24 Das Bundesverwaltungsgericht ging davon aus, es seien im vorliegenden Fall die Voraussetzungen des § 17 Abs. 1 BFA-VG für die Zuerkennung der aufschiebenden Wirkung erfüllt.
Eine nähere Begründung, warum im gegenständlichen Fall im Sinn dieser Bestimmung anzunehmen wäre, dass die Zurückweisung, Zurückschiebung oder Abschiebung des Mitbeteiligten in den Staat, auf den bezogen die aufenthaltsbeendende Maßnahme lautet, eine reale Gefahr einer Verletzung von Art. 2 EMRK, Art. 3 EMRK, Art. 8 EMRK oder der Protokolle Nr. 6 oder Nr. 13 zur Konvention bedeuten würde oder für ihn als Zivilperson eine ernsthafte Bedrohung des Lebens oder der Unversehrtheit infolge willkürlicher Gewalt im Rahmen eines internationalen oder innerstaatlichen Konfliktes mit sich bringen würde, ist dem angefochtenen Beschluss nicht zu entnehmen. Die Begründung erschöpft sich darin, dass nach Ansicht des Verwaltungsgerichts die reale Gefahr der Verletzung der genannten Bestimmungen ohne nähere Prüfung des Sachverhalts nicht mit hinreichender Sicherheit ausgeschlossen werden könnte.

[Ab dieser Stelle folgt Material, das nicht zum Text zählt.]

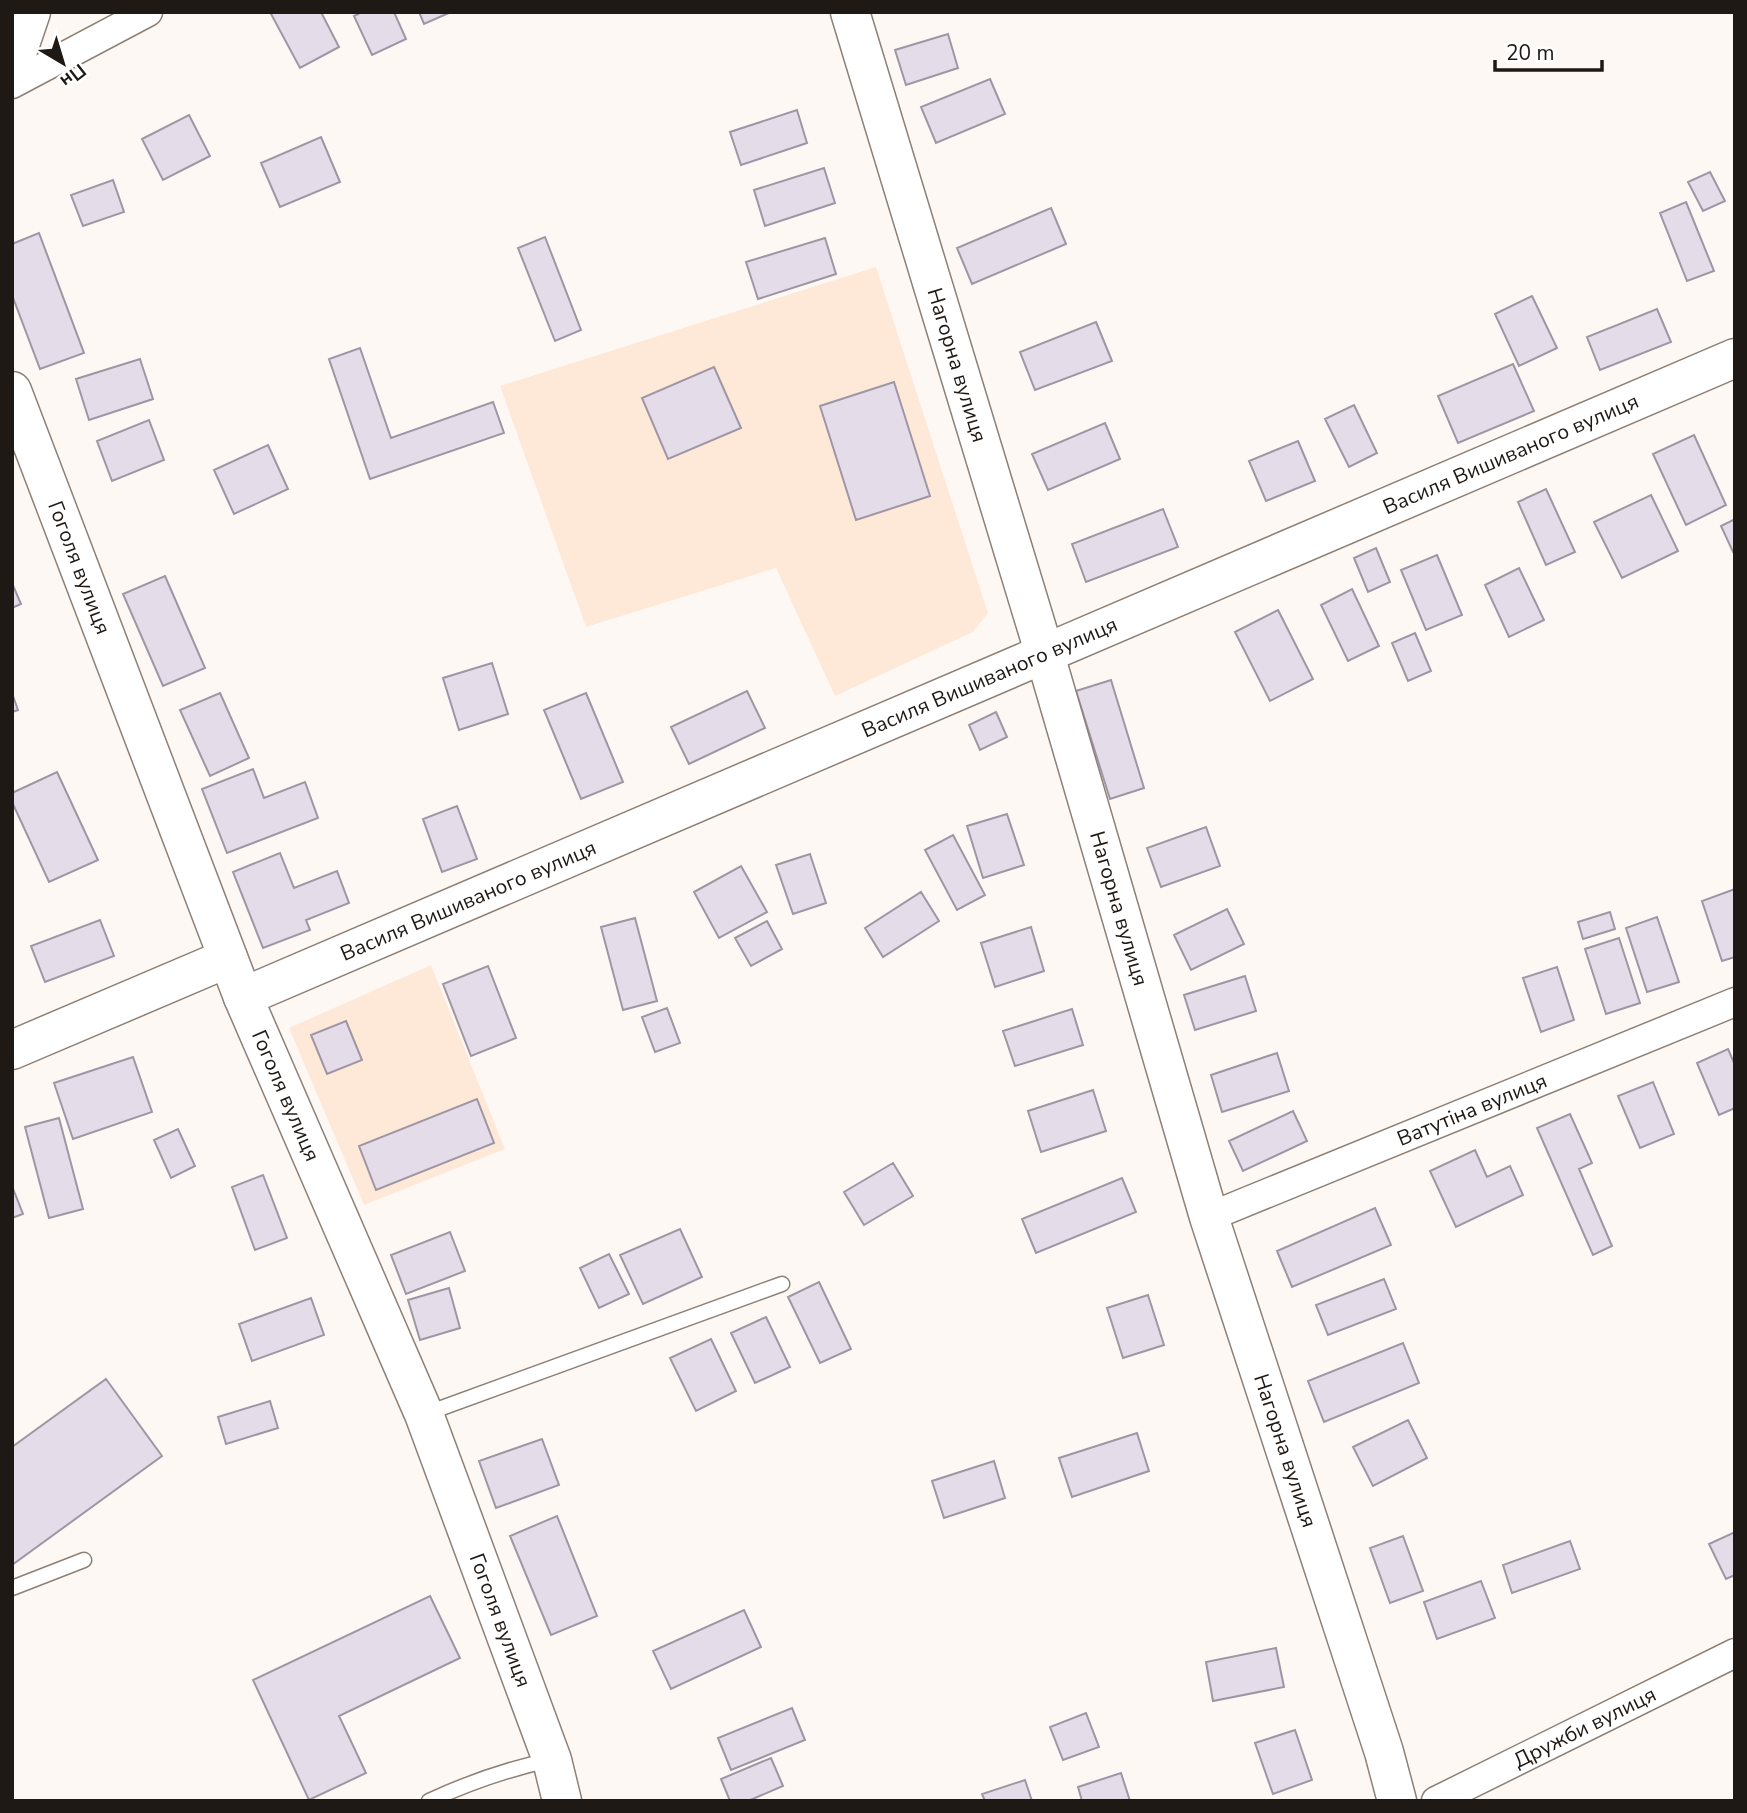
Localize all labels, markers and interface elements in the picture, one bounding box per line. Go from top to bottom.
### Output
north arrow [28,28,98,98]
scale bar [1495,28,1602,72]
text: 20 m [1506,39,1555,67]
text: Пн [55,57,91,94]
street label: Нагорна вулиця [920,285,994,446]
street label: Василя Вишиваного вулиця [1378,387,1643,521]
street label: Гоголя вулиця [41,497,117,638]
street label: Василя Вишиваного вулиця [857,610,1122,744]
street label: Нагорна вулиця [1083,828,1155,989]
street label: Василя Вишиваного вулиця [336,833,600,968]
street label: Гоголя вулиця [245,1026,327,1166]
street label: Ватутіна вулиця [1393,1066,1551,1153]
street label: Нагорна вулиця [1247,1370,1324,1531]
street label: Гоголя вулиця [463,1549,538,1691]
street label: Дружби вулиця [1509,1680,1661,1774]

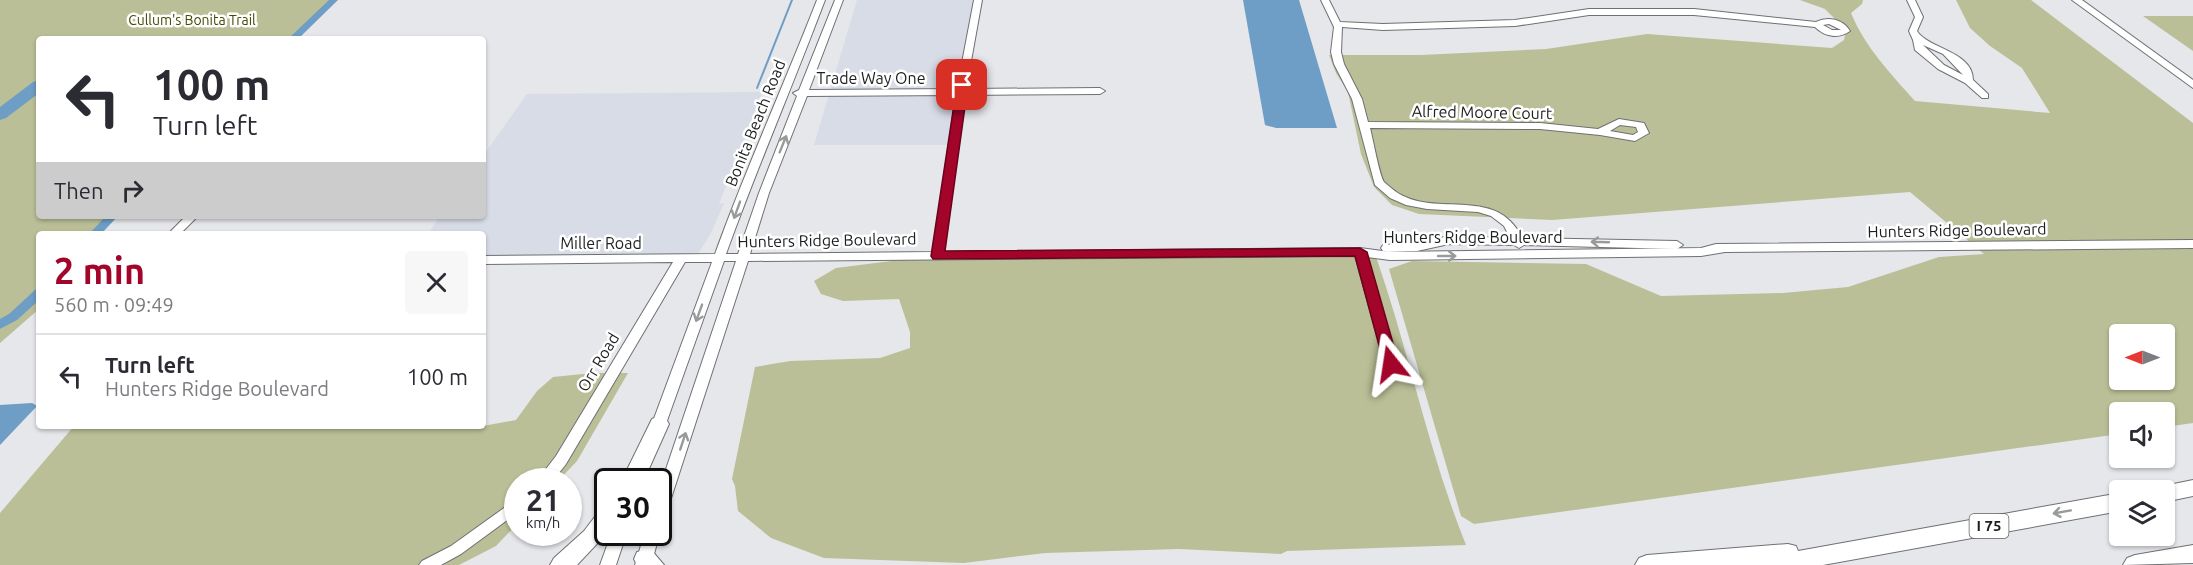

Der Verwaltungsgerichtshof verkennt nicht, dass das Bundesverwaltungsgericht seine Entscheidung betreffend die Zuerkennung der aufschiebenden Wirkung gemäß § 17 Abs. 1 BFA-VG binnen einer Woche ab Vorlage der Beschwerde zu treffen hatte. Das entbindet das Verwaltungsgericht aber nicht, seine Überlegungen in gesetzmäßiger Weise offen zu legen (wobei dabei aber ohnedies von überflüssigen weitwendigen nicht der Begründung dienlichen Ausführungen Abstand zu nehmen ist, vgl. dazu, sich im Rahmen der Begründung auf Entscheidungswesentliches zu beschränken, ausführlich - gerade in Bezug auf die bisherige Praxis des Bundesverwaltungsgerichts - das hg. Erkenntnis vom 23. Februar 2017, Ra 2016/21/0325).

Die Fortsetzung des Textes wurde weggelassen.